## Exercise objective
From the first line to the last, copy the data below word for word.

## Stored data entries

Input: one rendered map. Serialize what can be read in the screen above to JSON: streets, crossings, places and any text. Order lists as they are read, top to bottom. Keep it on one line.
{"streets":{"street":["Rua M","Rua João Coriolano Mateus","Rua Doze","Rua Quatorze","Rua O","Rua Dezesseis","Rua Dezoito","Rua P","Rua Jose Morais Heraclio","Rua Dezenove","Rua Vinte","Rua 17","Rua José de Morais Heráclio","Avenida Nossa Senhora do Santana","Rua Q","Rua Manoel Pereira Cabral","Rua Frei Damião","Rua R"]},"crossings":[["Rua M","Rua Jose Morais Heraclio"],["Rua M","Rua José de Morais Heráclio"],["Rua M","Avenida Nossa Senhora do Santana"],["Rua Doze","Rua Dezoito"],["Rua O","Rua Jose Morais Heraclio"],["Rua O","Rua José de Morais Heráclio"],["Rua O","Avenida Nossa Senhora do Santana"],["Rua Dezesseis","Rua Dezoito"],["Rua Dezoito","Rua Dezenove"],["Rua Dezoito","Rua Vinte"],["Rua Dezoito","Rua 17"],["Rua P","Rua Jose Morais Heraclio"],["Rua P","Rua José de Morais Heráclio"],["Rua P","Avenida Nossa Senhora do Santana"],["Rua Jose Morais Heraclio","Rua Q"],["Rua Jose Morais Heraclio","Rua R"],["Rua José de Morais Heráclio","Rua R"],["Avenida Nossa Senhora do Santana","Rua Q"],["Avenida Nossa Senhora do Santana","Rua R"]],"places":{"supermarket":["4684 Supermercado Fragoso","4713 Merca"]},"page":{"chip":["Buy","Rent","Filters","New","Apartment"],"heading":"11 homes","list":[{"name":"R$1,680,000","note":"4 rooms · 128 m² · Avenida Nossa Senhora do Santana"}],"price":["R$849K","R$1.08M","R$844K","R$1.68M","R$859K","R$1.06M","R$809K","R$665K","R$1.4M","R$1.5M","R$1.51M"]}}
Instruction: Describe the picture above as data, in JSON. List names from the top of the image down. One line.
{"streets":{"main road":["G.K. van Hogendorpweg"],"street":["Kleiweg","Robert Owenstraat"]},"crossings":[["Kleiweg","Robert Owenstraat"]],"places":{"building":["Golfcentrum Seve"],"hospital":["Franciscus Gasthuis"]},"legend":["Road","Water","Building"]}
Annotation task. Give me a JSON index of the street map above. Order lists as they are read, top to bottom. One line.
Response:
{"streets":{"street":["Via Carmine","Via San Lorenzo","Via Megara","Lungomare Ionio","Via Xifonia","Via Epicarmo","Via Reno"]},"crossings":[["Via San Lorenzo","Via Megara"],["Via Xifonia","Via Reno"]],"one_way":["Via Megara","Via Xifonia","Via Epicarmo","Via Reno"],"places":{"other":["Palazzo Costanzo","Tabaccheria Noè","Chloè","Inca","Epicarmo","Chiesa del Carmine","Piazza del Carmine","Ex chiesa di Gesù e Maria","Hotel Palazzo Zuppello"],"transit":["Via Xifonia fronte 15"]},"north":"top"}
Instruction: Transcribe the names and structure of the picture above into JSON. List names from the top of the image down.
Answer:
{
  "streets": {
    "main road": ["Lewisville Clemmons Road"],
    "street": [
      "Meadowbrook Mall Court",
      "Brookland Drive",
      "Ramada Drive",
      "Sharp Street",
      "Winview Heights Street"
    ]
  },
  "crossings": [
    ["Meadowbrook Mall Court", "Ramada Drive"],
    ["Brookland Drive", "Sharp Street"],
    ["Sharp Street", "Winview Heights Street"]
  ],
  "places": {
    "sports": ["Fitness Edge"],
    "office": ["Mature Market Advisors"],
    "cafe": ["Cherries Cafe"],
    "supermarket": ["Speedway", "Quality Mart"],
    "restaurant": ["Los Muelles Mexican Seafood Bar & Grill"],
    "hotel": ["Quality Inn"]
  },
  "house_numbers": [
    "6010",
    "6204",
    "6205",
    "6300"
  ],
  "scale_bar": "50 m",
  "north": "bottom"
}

## Reply to the task
Input: one rendered map. Serialize what can be read in the screen above to JSON: streets, crossings, places and any text. Order lists as they are read, top to bottom. Keep it on one line.
{"streets":{"street":["Rua M","Rua João Coriolano Mateus","Rua Doze","Rua Quatorze","Rua O","Rua Dezesseis","Rua Dezoito","Rua P","Rua Jose Morais Heraclio","Rua Dezenove","Rua Vinte","Rua 17","Rua José de Morais Heráclio","Avenida Nossa Senhora do Santana","Rua Q","Rua Manoel Pereira Cabral","Rua Frei Damião","Rua R"]},"crossings":[["Rua M","Rua Jose Morais Heraclio"],["Rua M","Rua José de Morais Heráclio"],["Rua M","Avenida Nossa Senhora do Santana"],["Rua Doze","Rua Dezoito"],["Rua O","Rua Jose Morais Heraclio"],["Rua O","Rua José de Morais Heráclio"],["Rua O","Avenida Nossa Senhora do Santana"],["Rua Dezesseis","Rua Dezoito"],["Rua Dezoito","Rua Dezenove"],["Rua Dezoito","Rua Vinte"],["Rua Dezoito","Rua 17"],["Rua P","Rua Jose Morais Heraclio"],["Rua P","Rua José de Morais Heráclio"],["Rua P","Avenida Nossa Senhora do Santana"],["Rua Jose Morais Heraclio","Rua Q"],["Rua Jose Morais Heraclio","Rua R"],["Rua José de Morais Heráclio","Rua R"],["Avenida Nossa Senhora do Santana","Rua Q"],["Avenida Nossa Senhora do Santana","Rua R"]],"places":{"supermarket":["4684 Supermercado Fragoso","4713 Merca"]},"page":{"chip":["Buy","Rent","Filters","New","Apartment"],"heading":"11 homes","list":[{"name":"R$1,680,000","note":"4 rooms · 128 m² · Avenida Nossa Senhora do Santana"}],"price":["R$849K","R$1.08M","R$844K","R$1.68M","R$859K","R$1.06M","R$809K","R$665K","R$1.4M","R$1.5M","R$1.51M"]}}
Instruction: Describe the picture above as data, in JSON. List names from the top of the image down. One line.
{"streets":{"main road":["G.K. van Hogendorpweg"],"street":["Kleiweg","Robert Owenstraat"]},"crossings":[["Kleiweg","Robert Owenstraat"]],"places":{"building":["Golfcentrum Seve"],"hospital":["Franciscus Gasthuis"]},"legend":["Road","Water","Building"]}
Annotation task. Give me a JSON index of the street map above. Order lists as they are read, top to bottom. One line.
Response:
{"streets":{"street":["Via Carmine","Via San Lorenzo","Via Megara","Lungomare Ionio","Via Xifonia","Via Epicarmo","Via Reno"]},"crossings":[["Via San Lorenzo","Via Megara"],["Via Xifonia","Via Reno"]],"one_way":["Via Megara","Via Xifonia","Via Epicarmo","Via Reno"],"places":{"other":["Palazzo Costanzo","Tabaccheria Noè","Chloè","Inca","Epicarmo","Chiesa del Carmine","Piazza del Carmine","Ex chiesa di Gesù e Maria","Hotel Palazzo Zuppello"],"transit":["Via Xifonia fronte 15"]},"north":"top"}
Instruction: Transcribe the names and structure of the picture above into JSON. List names from the top of the image down.
Answer:
{
  "streets": {
    "main road": ["Lewisville Clemmons Road"],
    "street": [
      "Meadowbrook Mall Court",
      "Brookland Drive",
      "Ramada Drive",
      "Sharp Street",
      "Winview Heights Street"
    ]
  },
  "crossings": [
    ["Meadowbrook Mall Court", "Ramada Drive"],
    ["Brookland Drive", "Sharp Street"],
    ["Sharp Street", "Winview Heights Street"]
  ],
  "places": {
    "sports": ["Fitness Edge"],
    "office": ["Mature Market Advisors"],
    "cafe": ["Cherries Cafe"],
    "supermarket": ["Speedway", "Quality Mart"],
    "restaurant": ["Los Muelles Mexican Seafood Bar & Grill"],
    "hotel": ["Quality Inn"]
  },
  "house_numbers": [
    "6010",
    "6204",
    "6205",
    "6300"
  ],
  "scale_bar": "50 m",
  "north": "bottom"
}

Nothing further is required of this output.